> _TASK OBJECTIVE_: Scan the entries for "TULLYTOWN". Every line that holds it is to be copied.

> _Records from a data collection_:
────
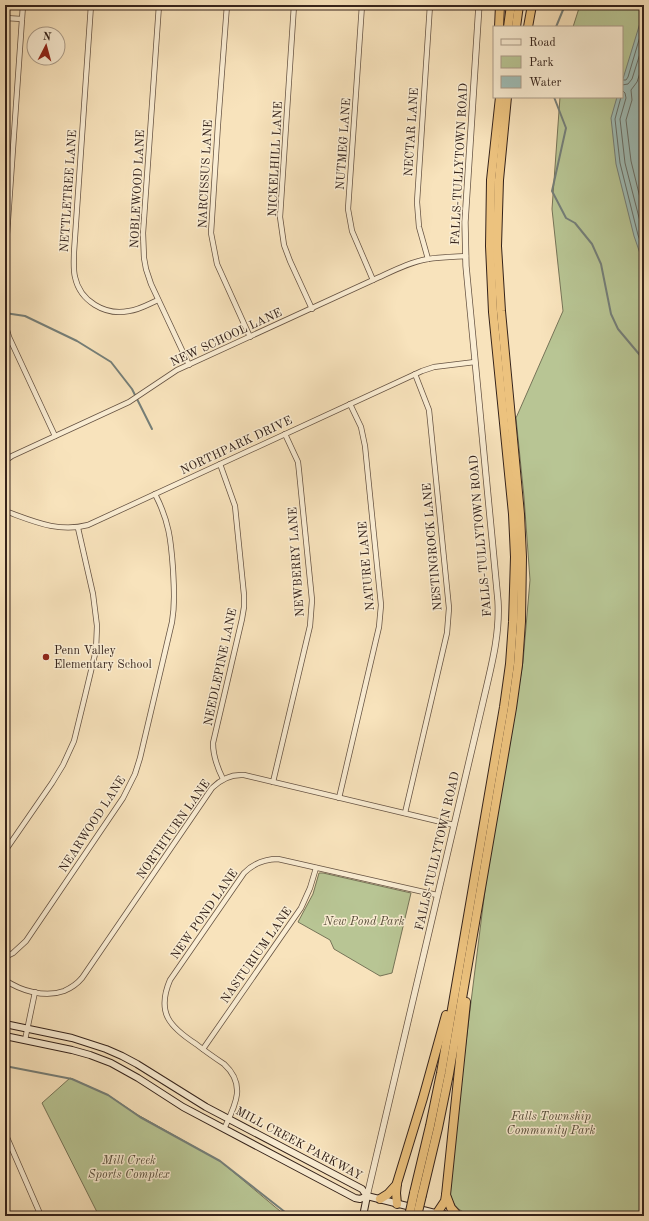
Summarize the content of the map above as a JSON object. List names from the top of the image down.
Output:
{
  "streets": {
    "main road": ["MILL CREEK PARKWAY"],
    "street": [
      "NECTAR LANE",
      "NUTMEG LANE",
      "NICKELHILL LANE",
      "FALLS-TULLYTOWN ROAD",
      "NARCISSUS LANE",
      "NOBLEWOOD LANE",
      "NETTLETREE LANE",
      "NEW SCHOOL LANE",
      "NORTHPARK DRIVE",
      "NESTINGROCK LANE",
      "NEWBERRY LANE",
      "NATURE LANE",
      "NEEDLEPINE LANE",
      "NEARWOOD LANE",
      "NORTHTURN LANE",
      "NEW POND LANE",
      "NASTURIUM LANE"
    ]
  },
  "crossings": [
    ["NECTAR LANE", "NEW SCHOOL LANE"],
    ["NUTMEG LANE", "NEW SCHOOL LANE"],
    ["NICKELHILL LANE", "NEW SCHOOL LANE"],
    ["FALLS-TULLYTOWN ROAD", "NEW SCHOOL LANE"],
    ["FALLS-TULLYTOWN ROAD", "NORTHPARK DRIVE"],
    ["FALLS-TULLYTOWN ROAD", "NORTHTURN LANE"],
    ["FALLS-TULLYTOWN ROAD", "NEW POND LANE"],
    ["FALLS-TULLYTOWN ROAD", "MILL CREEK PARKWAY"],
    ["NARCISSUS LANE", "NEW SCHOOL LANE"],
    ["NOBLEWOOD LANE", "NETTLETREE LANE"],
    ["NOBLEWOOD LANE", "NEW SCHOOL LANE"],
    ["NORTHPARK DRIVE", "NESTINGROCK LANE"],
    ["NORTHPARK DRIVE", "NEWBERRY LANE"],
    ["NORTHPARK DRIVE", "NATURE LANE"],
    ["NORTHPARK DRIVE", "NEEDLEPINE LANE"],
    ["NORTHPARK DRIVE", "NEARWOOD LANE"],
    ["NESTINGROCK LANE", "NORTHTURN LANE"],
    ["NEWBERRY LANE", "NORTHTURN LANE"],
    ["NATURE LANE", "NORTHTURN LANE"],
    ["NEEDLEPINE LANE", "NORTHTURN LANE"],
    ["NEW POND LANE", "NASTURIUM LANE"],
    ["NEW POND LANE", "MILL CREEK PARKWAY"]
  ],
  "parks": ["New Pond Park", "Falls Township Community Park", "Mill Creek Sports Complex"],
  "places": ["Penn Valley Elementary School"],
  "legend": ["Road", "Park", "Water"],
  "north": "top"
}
────
> _RESULT OF THIS EXERCISE_:
      "FALLS-TULLYTOWN ROAD",
    ["FALLS-TULLYTOWN ROAD", "NEW SCHOOL LANE"],
    ["FALLS-TULLYTOWN ROAD", "NORTHPARK DRIVE"],
    ["FALLS-TULLYTOWN ROAD", "NORTHTURN LANE"],
    ["FALLS-TULLYTOWN ROAD", "NEW POND LANE"],
    ["FALLS-TULLYTOWN ROAD", "MILL CREEK PARKWAY"],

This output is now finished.